:: Stored data ::
------------------------------------------------

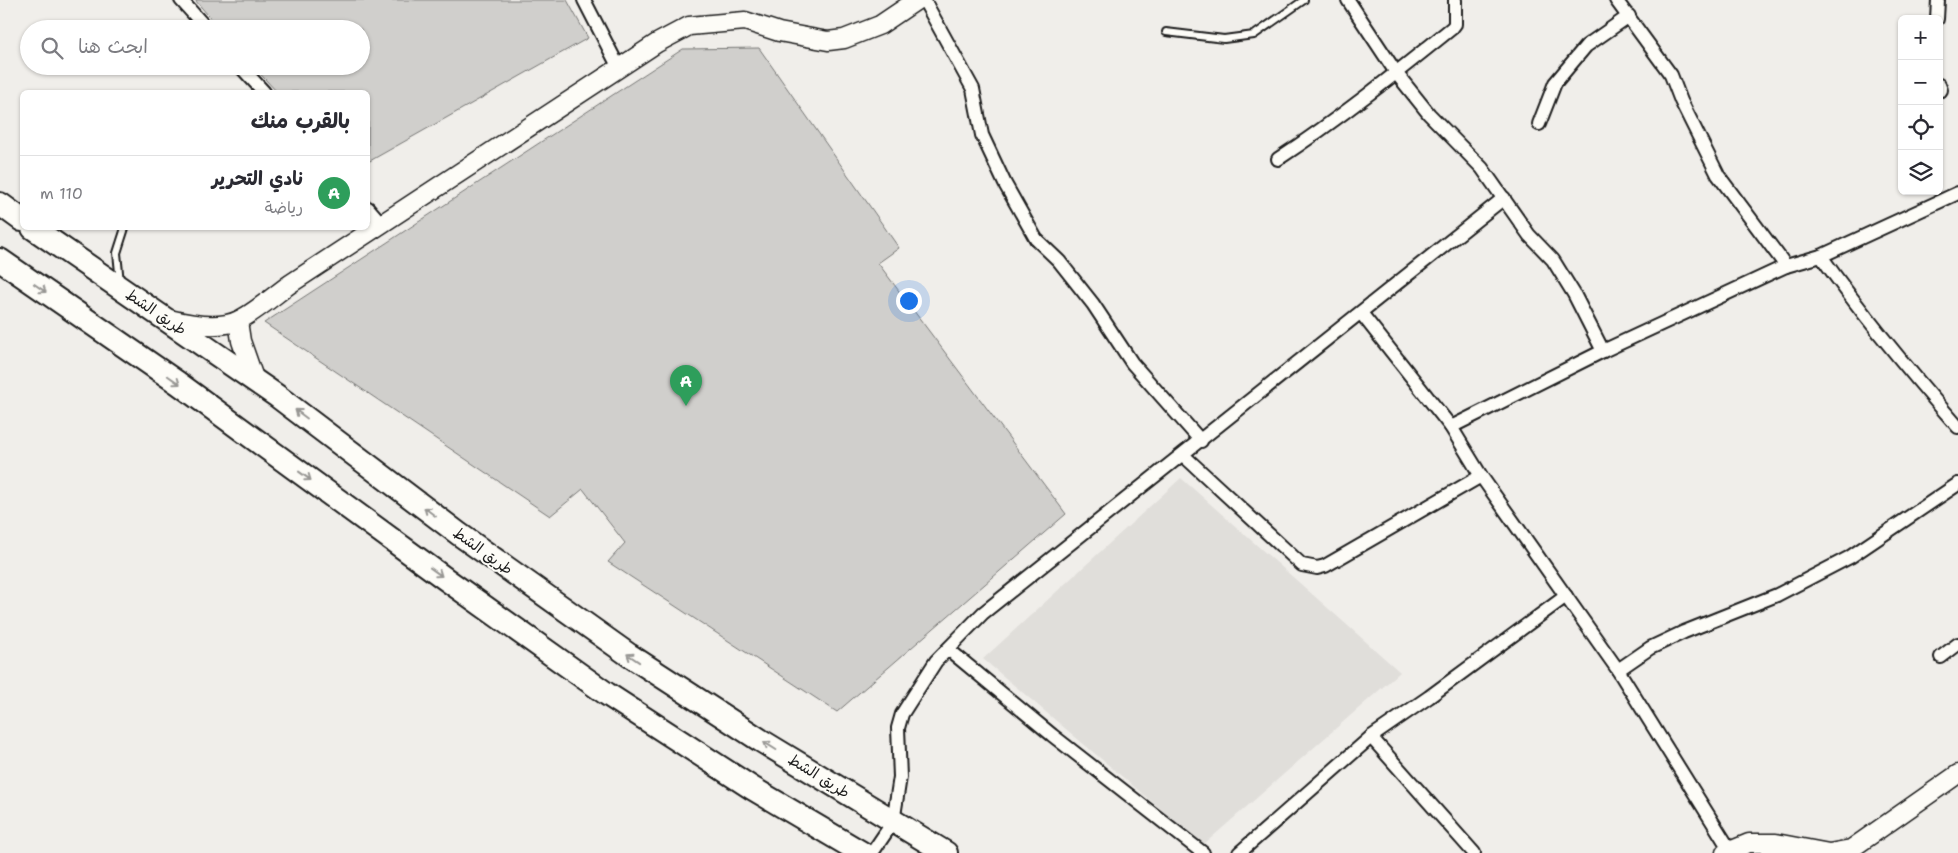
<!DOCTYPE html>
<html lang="ar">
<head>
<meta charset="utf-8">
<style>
	body { margin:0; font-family:"Shantell Sans","Playpen Sans Arabic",sans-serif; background:#f7f7f7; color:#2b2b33; direction:rtl }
	.controls { position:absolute; right:15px; top:15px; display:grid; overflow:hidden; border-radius:8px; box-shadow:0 1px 4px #0004 }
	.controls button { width:45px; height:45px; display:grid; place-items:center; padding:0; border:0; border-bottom:1px solid #e1e1e2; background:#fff; color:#2b2b33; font:25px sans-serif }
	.you { position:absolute; left:908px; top:300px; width:18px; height:18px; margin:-12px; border:4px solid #fff; border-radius:50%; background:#1a73e8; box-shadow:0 0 0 8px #1a73e833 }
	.badge { display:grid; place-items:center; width:32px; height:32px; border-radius:50%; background:#c8321e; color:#fff; font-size:16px; font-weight:700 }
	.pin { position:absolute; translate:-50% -41px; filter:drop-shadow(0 1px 2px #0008) }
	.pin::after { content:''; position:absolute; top:26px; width:18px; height:15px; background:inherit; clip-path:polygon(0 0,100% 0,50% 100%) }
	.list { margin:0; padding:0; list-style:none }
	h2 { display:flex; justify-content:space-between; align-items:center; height:65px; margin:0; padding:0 20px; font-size:21px }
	h2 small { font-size:16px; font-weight:400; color:#7c7c81 }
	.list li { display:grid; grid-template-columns:32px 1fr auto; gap:15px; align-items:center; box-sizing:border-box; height:75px; padding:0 20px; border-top:1px solid #e1e1e2 }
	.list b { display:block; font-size:19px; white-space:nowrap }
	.list p { margin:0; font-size:16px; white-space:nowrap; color:#7c7c81 }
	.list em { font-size:16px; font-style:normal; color:#7c7c81 }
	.icon { flex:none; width:28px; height:28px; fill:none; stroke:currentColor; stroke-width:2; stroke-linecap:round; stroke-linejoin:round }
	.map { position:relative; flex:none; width:1958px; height:853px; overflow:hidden; direction:ltr }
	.search { position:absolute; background:#fff; box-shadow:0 1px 4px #0004; left:20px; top:20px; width:350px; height:55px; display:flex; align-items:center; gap:12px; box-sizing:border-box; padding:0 18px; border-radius:28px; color:#7c7c81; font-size:19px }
	.panel { position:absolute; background:#fff; box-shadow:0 1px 4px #0004; left:20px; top:90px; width:350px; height:140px; border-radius:8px; direction:rtl }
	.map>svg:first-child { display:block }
	.built { fill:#e0deda }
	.green { fill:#d0cfcc; stroke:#767674 }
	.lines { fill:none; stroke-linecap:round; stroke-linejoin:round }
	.lane-casing { stroke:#1c1c1c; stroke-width:10 }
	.street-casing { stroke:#1c1c1c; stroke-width:16 }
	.secondary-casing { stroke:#1c1c1c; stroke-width:21 }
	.highway-casing { stroke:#1c1c1c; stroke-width:26 }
	.lane { stroke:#fdfcf7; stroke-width:6 }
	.street { stroke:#fdfcf7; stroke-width:12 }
	.secondary { stroke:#fdfcf7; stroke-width:18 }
	.highway { stroke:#fdfcf7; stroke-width:22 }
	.oneway { stroke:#989794 }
	.labels { text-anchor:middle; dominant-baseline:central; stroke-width:4; stroke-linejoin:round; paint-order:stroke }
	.street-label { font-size:15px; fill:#1c1c1c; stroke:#fdfcf7 }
</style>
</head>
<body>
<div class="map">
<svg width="1958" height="853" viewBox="0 0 1958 853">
	<rect width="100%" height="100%" fill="#f0eeea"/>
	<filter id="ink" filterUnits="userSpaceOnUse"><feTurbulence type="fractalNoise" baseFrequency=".02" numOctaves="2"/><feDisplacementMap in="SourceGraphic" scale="10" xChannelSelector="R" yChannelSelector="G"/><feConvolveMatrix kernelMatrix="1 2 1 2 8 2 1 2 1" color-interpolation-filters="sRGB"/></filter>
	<g filter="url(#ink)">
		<!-- built -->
		<polygon class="built" points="1181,478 1400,672 1203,845 983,659"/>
		<!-- green -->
		<g class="green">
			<polygon points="195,0 567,0 588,38 368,162 368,92 277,92 253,66 361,66 361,29 220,29"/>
			<polygon points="759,48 899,248 878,263 1066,514 837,712 608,562 625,543 583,489 550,516 264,323 683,49"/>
		</g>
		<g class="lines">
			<defs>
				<g id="lane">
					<polyline points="1166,32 1224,39 1254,35 1304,0"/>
					<polyline points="120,282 117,253 125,228"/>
				</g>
				<g id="street">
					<polyline points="181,0 207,29"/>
					<polyline points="584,0 619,68"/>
					<polyline points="924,0 973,89 982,135 1005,184 1036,239 1059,261 1093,304 1132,363 1201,441"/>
					<polyline points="1348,0 1397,74 1429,114 1482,168 1529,235 1553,260 1574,294 1603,351"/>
					<polyline points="1616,0 1671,75 1681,101 1718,175 1786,266"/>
					<polyline points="1937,19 1938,0"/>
					<polyline points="240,66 264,92"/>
					<polyline points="1939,85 1941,90"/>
					<polyline points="1539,124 1555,83 1586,46 1629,16"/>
					<path d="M1278,159C1339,119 1395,74 1452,28L1455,24V0"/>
					<polyline points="368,208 381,223"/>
					<path d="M1821,256C1863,316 1910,372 1958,427"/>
					<polyline points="1361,313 1451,427 1481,476 1618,670 1730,850"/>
					<polyline points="1451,427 1603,351 1786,266 1821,256 1958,193"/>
					<polyline points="1183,455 1302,565 1317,568 1325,566 1481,476"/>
					<polyline points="948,649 1052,735 1203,853"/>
					<polyline points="1941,657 1958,644"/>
					<polyline points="1618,670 1650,648 1684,632 1777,595 1850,557 1958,484"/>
					<polyline points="1371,737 1474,853"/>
					<polyline points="872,853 893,822 900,777 898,728 902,714 936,661 983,613 1504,198"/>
					<polyline points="1239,853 1371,737 1429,697 1566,596"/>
				</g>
				<g id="secondary">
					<path d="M169,319C189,324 219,330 239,320C254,313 276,294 290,284L619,68L657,43L689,26L745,21L779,32L828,41L844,39L880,25L917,0"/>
					<polyline points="238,321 241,341 255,381"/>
					<polyline points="1725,853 1749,843 1776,843 1829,853 1851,849 1958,774"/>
				</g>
				<g id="highway">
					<polyline points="0,204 22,220"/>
					<polyline points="33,228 277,396 459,534 629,655 760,740 946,853"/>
					<polyline points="0,260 178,383 447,580 607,694 752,788 862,853"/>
				</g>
			</defs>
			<!-- lane casing -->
			<use href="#lane" class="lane-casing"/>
			<!-- street casing -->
			<use href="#street" class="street-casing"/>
			<!-- secondary casing -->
			<use href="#secondary" class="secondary-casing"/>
			<!-- highway casing -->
			<use href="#highway" class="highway-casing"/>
			<!-- lane -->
			<use href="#lane" class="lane"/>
			<!-- street -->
			<use href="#street" class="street"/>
			<!-- secondary -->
			<use href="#secondary" class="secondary"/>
			<!-- highway -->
			<use href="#highway" class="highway"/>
		</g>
		<!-- one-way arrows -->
		<defs><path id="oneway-shaft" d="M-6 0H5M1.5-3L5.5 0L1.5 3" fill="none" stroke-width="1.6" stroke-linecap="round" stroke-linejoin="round" transform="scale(1.25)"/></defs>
		<g class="oneway">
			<use href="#oneway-shaft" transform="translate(40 288) rotate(35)"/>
			<use href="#oneway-shaft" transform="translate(174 380) rotate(35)"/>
			<use href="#oneway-shaft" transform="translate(301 414) rotate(-143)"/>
			<use href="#oneway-shaft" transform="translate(305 476) rotate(36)"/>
			<use href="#oneway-shaft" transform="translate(430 512) rotate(-143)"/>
			<use href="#oneway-shaft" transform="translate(436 572) rotate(36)"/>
			<use href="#oneway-shaft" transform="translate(633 658) rotate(-146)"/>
			<use href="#oneway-shaft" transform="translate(770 746) rotate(-148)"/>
		</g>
	</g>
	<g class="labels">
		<!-- street labels -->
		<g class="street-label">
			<text transform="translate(156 312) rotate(34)">طريق الشط</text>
			<text transform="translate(483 551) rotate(36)">طريق الشط</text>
			<text transform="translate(819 776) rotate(32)">طريق الشط</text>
		</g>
	</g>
</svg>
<div class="controls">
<button>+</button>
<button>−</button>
<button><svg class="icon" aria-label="locate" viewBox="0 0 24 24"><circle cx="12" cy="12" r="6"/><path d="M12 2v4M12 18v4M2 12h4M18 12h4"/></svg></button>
<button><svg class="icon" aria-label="layers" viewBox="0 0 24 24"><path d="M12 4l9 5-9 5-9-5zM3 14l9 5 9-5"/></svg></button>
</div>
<div class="you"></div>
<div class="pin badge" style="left:686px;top:406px;background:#2e9e5b">A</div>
<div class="search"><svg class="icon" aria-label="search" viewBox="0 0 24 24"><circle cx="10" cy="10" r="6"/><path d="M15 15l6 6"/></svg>ابحث هنا</div>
<section class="panel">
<h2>بالقرب منك<small></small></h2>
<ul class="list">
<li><span class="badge" style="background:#2e9e5b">A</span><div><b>نادي التحرير</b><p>رياضة</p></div><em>110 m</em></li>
</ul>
</section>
</div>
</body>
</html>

------------------------------------------------

:: Exercise aim ::
In these entries, please give the number of lines holding the string "filter" and nothing more.

:: Reply ::
3